__WHAT IS REQUIRED__. Once you have checked the records that follow, state how many of their lines hold "symbols", giving the number only.

__MATERIAL SHOWN__.
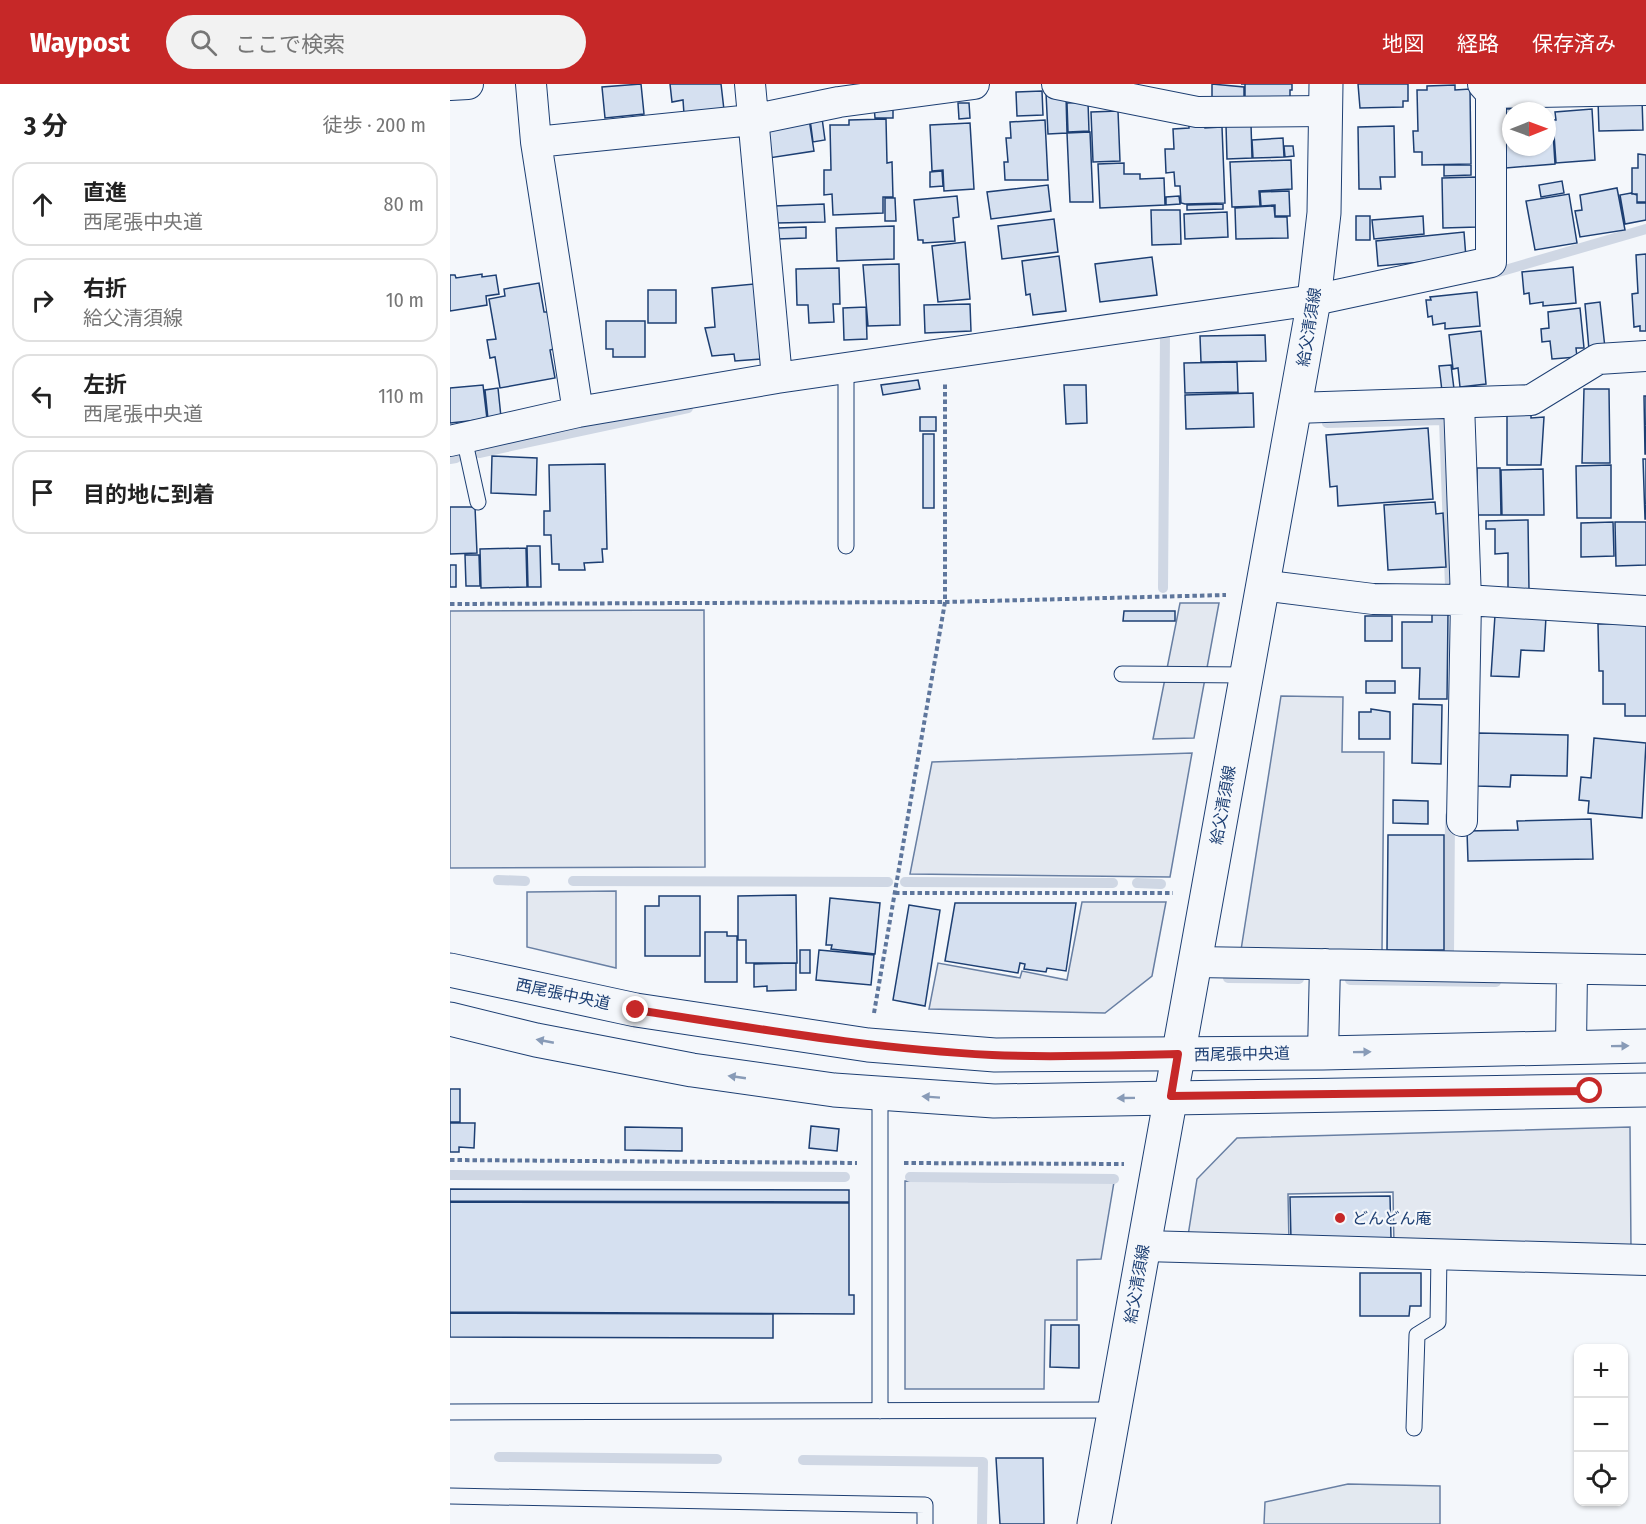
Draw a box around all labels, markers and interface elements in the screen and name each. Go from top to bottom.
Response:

* * *

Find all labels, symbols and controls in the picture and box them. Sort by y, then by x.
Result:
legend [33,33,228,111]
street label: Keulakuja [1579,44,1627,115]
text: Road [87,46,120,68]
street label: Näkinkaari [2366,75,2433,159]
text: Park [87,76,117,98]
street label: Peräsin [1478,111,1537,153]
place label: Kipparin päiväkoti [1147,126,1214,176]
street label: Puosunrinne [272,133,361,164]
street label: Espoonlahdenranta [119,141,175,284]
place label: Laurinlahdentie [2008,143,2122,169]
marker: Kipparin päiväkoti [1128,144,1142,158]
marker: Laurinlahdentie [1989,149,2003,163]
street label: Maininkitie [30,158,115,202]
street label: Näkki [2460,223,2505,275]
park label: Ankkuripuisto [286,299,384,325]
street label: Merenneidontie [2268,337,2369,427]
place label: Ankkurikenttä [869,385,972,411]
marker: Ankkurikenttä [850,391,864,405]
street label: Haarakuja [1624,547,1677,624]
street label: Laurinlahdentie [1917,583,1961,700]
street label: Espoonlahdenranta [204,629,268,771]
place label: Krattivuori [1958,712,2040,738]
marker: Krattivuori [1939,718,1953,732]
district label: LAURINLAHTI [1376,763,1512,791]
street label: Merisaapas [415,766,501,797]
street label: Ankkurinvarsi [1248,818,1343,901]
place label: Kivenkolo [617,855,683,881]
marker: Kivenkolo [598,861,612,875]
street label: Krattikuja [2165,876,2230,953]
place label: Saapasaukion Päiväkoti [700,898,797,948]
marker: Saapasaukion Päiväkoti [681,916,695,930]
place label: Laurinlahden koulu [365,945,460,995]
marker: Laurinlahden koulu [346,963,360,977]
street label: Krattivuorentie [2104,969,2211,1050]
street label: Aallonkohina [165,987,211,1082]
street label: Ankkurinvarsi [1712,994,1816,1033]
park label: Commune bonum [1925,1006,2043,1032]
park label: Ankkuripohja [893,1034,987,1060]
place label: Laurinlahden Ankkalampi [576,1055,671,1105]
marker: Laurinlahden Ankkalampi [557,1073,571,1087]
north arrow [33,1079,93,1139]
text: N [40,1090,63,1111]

==

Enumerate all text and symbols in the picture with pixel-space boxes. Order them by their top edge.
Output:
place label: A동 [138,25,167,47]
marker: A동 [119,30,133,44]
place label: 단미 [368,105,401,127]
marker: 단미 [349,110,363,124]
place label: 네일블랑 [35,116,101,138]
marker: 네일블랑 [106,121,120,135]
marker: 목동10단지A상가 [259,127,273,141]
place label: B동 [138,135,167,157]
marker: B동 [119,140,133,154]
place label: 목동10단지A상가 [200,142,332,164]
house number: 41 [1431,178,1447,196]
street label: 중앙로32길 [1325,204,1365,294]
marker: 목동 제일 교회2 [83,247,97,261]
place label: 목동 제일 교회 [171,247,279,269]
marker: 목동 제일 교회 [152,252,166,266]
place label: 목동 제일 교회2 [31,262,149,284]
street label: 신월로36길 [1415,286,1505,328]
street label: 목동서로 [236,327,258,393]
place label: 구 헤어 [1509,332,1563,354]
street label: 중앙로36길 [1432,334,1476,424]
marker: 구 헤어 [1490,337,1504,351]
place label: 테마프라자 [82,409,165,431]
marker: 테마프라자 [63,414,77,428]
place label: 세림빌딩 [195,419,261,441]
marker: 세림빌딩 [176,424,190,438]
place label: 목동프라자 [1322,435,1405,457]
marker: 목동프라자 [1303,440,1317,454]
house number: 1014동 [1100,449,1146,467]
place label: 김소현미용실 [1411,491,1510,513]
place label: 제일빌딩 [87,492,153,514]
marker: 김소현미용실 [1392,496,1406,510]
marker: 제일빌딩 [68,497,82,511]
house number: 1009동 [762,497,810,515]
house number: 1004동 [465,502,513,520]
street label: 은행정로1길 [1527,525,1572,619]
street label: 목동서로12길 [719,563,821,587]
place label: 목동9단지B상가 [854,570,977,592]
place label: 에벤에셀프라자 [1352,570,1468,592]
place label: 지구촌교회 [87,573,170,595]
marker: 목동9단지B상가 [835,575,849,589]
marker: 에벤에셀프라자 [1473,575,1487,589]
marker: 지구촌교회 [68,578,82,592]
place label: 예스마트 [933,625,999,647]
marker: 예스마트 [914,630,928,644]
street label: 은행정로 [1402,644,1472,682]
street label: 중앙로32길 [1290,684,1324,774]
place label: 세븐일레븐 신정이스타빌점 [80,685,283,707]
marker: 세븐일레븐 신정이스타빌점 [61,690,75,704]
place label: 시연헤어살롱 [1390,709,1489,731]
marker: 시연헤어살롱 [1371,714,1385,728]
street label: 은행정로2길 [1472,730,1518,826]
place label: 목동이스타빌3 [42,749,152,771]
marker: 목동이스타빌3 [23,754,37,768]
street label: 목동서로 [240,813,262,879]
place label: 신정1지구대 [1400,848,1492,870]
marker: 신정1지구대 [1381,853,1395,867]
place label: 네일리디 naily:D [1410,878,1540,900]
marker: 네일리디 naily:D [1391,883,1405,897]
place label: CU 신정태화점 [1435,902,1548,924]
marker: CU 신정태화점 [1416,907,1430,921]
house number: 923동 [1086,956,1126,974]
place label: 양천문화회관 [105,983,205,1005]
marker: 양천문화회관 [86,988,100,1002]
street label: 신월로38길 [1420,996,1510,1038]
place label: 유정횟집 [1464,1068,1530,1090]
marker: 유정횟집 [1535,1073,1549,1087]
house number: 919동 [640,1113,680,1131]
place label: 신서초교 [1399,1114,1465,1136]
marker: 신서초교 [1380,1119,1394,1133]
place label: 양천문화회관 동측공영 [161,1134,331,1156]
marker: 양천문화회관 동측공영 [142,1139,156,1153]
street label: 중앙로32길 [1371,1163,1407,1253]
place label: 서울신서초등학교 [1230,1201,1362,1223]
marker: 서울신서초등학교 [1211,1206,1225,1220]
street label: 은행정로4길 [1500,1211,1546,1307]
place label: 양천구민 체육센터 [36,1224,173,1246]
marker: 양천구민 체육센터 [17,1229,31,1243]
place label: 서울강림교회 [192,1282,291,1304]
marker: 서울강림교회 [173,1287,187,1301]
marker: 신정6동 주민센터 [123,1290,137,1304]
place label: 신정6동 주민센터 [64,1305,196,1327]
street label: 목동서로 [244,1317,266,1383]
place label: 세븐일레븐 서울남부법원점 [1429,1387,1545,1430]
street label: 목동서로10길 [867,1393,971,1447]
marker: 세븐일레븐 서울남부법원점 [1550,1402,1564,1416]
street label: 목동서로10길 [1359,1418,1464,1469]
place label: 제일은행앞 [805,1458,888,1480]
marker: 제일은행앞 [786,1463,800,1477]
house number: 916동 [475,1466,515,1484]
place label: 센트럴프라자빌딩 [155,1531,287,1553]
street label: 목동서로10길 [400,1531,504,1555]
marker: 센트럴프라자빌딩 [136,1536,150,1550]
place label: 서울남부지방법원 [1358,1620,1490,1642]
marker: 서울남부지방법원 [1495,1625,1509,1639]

__WORKED SOLUTION__. 2